Bunda aku bersyukur memiliki Bunda. Aku tahu Bunda tidaklah sempurna. Sama seperti manusia lainnya, Bunda juga punya kekurangan. Tapi aku bersyukur Bunda. Bunda mau membesarkan aku. Membesarkan dan merawatku sampai aku besar, dan ternyata memang tak pernah terdengar olehku keluh kesahmu. Aku tahu Bunda, kasih sayang Bunda padaku penuh dengan keikhlasan. Bunda menerima kehadiranku dengan penuh senyum dan kebahagiaan. Aku tahu Bunda, marah dan tegurmu juga adalah untuk kebaikanku. Terima kasih Bunda. Terima kasih untuk semua kasih dan sayangmu. Kasih sayang yang ku tahu tak kan pernah bisa tergantikan…

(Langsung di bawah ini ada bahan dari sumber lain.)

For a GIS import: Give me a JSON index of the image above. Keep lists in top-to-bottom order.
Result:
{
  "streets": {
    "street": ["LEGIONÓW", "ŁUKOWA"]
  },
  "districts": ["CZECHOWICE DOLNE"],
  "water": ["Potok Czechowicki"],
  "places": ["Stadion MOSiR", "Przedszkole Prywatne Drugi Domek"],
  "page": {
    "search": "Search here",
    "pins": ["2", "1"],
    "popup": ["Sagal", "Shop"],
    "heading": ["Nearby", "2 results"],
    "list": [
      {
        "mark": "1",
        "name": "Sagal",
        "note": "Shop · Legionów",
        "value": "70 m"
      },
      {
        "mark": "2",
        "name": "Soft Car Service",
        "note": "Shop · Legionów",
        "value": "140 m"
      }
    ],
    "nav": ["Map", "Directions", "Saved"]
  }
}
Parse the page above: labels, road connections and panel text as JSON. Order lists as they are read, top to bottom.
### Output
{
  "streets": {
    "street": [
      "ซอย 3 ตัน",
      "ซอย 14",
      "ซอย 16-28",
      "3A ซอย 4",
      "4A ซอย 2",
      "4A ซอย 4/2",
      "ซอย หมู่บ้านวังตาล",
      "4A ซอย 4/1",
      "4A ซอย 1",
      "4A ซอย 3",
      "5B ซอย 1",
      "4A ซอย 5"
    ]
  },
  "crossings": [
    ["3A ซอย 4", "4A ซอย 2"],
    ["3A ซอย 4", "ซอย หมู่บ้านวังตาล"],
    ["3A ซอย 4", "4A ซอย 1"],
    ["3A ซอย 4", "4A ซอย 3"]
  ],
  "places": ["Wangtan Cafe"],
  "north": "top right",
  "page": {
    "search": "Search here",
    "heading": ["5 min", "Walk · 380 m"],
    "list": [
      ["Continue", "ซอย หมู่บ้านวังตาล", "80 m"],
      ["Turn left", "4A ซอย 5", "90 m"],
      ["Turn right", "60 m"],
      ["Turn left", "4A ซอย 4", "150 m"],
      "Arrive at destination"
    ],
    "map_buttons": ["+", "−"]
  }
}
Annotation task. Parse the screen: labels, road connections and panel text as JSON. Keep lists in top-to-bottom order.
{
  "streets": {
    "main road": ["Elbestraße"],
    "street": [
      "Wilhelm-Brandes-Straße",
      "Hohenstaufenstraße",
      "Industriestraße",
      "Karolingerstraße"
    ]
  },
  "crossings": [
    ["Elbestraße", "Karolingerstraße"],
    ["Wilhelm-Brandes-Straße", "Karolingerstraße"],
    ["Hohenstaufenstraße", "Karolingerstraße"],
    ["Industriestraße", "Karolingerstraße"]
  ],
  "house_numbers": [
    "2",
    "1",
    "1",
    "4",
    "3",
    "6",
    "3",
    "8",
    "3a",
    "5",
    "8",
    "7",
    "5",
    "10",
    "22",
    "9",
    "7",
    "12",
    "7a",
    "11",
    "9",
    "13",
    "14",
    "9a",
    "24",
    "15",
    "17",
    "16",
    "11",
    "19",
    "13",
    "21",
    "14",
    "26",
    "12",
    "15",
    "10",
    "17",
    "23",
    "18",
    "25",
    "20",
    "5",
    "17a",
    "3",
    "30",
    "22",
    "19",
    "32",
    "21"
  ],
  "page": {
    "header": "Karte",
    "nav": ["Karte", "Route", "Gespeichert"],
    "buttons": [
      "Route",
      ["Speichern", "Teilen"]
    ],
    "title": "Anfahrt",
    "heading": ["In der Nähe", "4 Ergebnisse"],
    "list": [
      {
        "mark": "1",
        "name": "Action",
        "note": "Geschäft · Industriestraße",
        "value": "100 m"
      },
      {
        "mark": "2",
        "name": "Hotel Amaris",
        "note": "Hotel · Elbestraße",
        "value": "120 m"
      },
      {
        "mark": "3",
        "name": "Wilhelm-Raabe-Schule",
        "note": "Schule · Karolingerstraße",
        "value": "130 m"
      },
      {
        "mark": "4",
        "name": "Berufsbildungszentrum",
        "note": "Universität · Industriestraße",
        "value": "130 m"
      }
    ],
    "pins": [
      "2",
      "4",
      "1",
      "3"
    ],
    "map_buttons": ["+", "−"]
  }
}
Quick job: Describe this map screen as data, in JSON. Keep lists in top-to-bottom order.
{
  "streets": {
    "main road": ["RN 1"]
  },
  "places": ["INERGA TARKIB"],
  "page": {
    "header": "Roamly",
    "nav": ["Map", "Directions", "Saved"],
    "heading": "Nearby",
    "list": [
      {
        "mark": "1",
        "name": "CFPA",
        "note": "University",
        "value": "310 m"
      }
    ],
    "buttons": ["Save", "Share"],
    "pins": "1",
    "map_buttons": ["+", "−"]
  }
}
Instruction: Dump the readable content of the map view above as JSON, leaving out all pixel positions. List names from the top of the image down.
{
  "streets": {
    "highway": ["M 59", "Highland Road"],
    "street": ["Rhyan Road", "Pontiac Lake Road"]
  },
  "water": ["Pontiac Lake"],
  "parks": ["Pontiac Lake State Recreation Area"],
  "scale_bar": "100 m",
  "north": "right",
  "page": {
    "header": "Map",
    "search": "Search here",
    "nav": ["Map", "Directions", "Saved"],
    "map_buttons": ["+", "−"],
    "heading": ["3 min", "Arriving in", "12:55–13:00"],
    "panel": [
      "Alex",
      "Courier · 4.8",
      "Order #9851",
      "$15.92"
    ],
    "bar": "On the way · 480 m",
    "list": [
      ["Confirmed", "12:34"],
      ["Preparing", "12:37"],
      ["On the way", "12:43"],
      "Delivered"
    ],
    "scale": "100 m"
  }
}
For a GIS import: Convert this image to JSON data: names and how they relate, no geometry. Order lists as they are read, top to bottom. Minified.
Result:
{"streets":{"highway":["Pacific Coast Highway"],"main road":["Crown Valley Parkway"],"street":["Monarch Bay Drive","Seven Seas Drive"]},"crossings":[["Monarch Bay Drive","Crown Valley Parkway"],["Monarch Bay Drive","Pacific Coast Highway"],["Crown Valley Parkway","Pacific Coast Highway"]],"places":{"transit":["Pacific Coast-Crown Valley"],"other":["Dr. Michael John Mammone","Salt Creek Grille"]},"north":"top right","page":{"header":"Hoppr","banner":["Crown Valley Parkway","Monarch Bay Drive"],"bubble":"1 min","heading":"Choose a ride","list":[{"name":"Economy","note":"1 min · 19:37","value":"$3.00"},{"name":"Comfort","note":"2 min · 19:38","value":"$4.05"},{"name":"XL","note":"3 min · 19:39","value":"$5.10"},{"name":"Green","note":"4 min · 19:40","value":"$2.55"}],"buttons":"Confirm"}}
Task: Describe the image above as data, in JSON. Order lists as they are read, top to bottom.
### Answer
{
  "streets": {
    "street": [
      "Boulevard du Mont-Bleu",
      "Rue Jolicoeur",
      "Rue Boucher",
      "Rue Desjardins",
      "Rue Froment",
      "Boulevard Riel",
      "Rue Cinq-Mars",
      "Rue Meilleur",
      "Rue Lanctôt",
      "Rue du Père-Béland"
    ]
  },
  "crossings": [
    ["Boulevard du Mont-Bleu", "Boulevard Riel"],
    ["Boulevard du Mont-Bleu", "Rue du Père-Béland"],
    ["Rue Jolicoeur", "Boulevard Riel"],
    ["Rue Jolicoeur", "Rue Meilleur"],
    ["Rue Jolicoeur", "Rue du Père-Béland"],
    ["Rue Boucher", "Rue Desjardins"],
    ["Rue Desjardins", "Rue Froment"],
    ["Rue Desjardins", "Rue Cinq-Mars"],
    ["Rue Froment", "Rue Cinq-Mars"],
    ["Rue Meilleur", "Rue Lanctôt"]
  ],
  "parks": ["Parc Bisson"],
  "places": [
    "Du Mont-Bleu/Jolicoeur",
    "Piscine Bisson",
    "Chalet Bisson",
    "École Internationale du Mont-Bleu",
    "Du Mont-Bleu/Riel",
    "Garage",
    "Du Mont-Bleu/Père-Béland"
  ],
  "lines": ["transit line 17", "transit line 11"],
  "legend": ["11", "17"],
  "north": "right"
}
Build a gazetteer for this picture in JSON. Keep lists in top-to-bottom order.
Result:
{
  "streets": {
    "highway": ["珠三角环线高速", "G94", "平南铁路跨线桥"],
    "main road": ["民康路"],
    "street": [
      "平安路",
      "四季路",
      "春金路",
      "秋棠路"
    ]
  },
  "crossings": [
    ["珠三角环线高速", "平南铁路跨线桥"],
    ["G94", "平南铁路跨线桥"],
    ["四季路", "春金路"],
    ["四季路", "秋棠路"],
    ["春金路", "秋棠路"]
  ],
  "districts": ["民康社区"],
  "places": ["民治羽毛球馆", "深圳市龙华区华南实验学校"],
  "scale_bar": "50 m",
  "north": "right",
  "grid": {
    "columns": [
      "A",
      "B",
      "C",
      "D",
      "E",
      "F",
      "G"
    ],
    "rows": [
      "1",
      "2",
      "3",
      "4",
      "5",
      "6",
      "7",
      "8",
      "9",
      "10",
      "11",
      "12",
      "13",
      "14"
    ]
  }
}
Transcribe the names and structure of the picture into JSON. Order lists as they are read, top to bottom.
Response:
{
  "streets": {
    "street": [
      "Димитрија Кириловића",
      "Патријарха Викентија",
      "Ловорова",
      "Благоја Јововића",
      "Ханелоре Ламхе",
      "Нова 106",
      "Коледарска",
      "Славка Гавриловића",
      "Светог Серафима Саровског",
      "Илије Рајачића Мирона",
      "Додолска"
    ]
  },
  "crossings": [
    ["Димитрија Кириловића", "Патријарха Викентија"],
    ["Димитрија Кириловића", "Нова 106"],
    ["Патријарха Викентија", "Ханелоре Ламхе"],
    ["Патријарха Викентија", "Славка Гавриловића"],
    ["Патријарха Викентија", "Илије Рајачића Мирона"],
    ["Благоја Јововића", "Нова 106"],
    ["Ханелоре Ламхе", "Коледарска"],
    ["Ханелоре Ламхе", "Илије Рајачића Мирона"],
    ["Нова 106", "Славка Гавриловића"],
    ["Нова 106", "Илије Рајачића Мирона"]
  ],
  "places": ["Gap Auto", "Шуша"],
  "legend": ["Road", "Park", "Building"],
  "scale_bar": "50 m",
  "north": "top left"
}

33132486922552l1.jpgDi kereta, aku duduk berhadapan dengan seorang laki-laki, seorang anak kecil dan seorang perempuan tua. Sepertinya, perempuan tua itu ibu si laki-laki. Kereta terus melaju. Ketika kurasa aku baru saja tertidur, tiba-tiba terdengar bentakan yang mengagetkanku. Ternyata si laki-laki membentak perempuan tua itu. Entah apa masalahnya, aku tidak tahu karena tadi sempat tertidur sejenak. Yang aku tahu, tak lama laki-laki itu bangkit dan keluar dengan wajah marah. Tertangkap pula oleh mataku, ia sempat menendang kaki sang perempuan tua yang sebenarnya tidak terlalu menghalangi jalan. Entah, aku yang masih setengah sadar juga sepertinya jadi linglung. Di tengah masa trans-ku itu, sang perempuan tua itu tersenyum padaku. Ia bilang ‘tidak apa-apa nak, tidur saja lagi’. Kubalas senyumnya, sempat kulihat binar sedih dimatanya namun kurasa aku juga bisa melihat sinar ketulusan dan doanya pada sang anak..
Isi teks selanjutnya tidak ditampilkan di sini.